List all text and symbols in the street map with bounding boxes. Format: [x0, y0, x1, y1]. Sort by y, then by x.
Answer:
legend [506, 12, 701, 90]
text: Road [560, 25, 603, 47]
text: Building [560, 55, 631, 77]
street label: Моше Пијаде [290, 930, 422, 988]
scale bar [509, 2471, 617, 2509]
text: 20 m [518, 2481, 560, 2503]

******

* _Problem to solve_: Retype the records above exactly.

* _Solution to the problem_:
List all text and symbols in the street map with bounding boxes. Format: [x0, y0, x1, y1]. Sort by y, then by x.
Answer:
legend [506, 12, 701, 90]
text: Road [560, 25, 603, 47]
text: Building [560, 55, 631, 77]
street label: Моше Пијаде [290, 930, 422, 988]
scale bar [509, 2471, 617, 2509]
text: 20 m [518, 2481, 560, 2503]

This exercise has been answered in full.